▶ Your assignment
Except for the images, repeat the entries below word for word.
Content starts
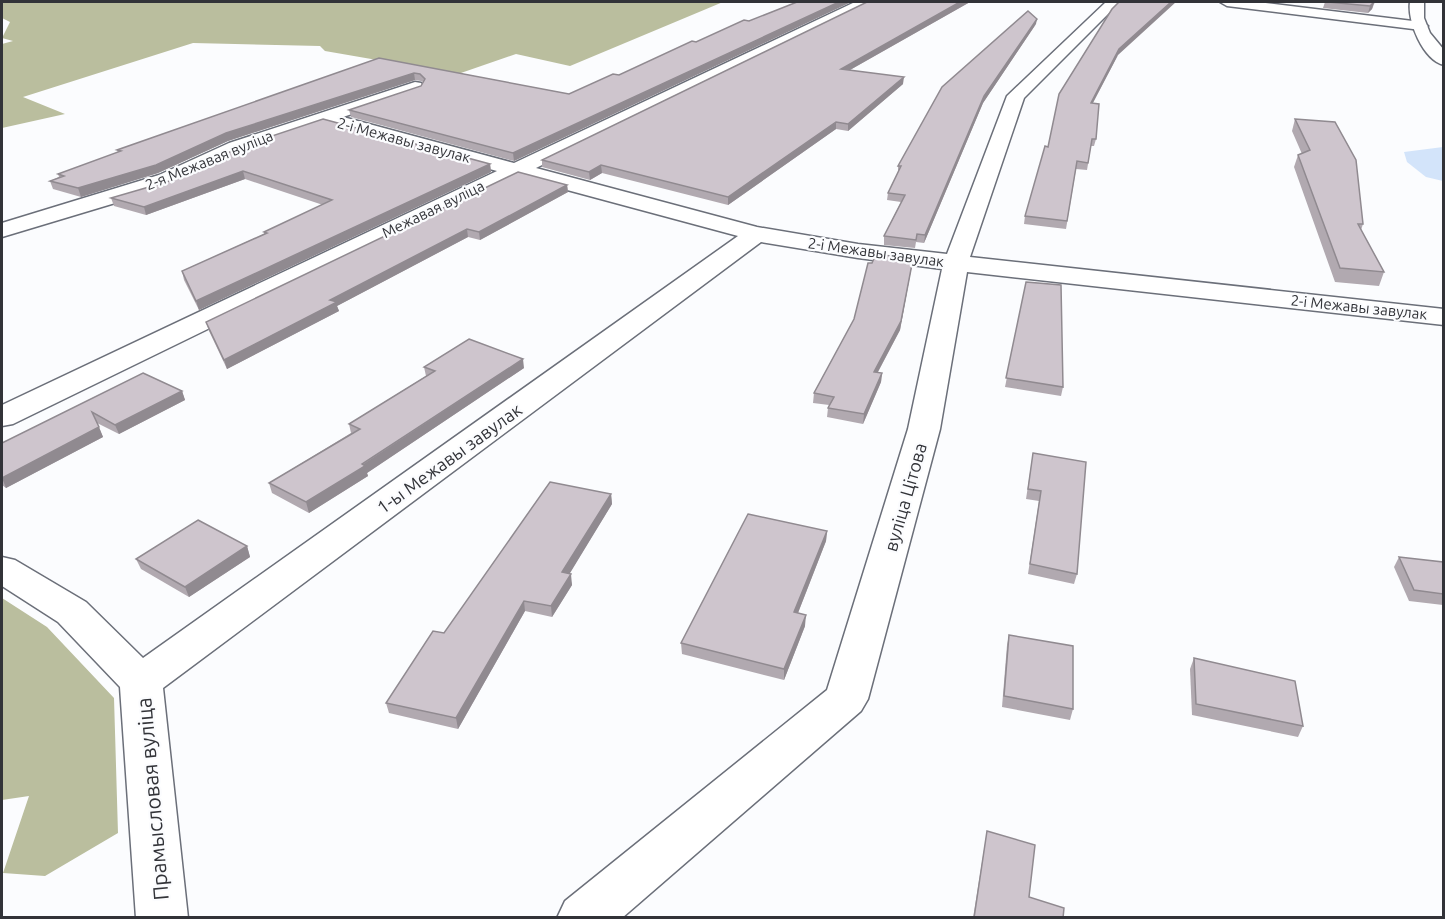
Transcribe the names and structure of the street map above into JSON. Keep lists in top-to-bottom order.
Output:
{
  "streets": {
    "street": [
      "2-і Межавы завулак",
      "2-я Межавая вуліца",
      "Межавая вуліца",
      "1-ы Межавы завулак",
      "вуліца Цітова",
      "Прамысловая вуліца"
    ]
  },
  "crossings": [
    ["2-і Межавы завулак", "2-я Межавая вуліца"],
    ["2-і Межавы завулак", "Межавая вуліца"],
    ["2-і Межавы завулак", "1-ы Межавы завулак"],
    ["2-і Межавы завулак", "вуліца Цітова"],
    ["1-ы Межавы завулак", "Прамысловая вуліца"]
  ]
}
Content ends
▶ Output below
Transcribe the names and structure of the street map above into JSON. Keep lists in top-to-bottom order.
Output:
{
  "streets": {
    "street": [
      "2-і Межавы завулак",
      "2-я Межавая вуліца",
      "Межавая вуліца",
      "1-ы Межавы завулак",
      "вуліца Цітова",
      "Прамысловая вуліца"
    ]
  },
  "crossings": [
    ["2-і Межавы завулак", "2-я Межавая вуліца"],
    ["2-і Межавы завулак", "Межавая вуліца"],
    ["2-і Межавы завулак", "1-ы Межавы завулак"],
    ["2-і Межавы завулак", "вуліца Цітова"],
    ["1-ы Межавы завулак", "Прамысловая вуліца"]
  ]
}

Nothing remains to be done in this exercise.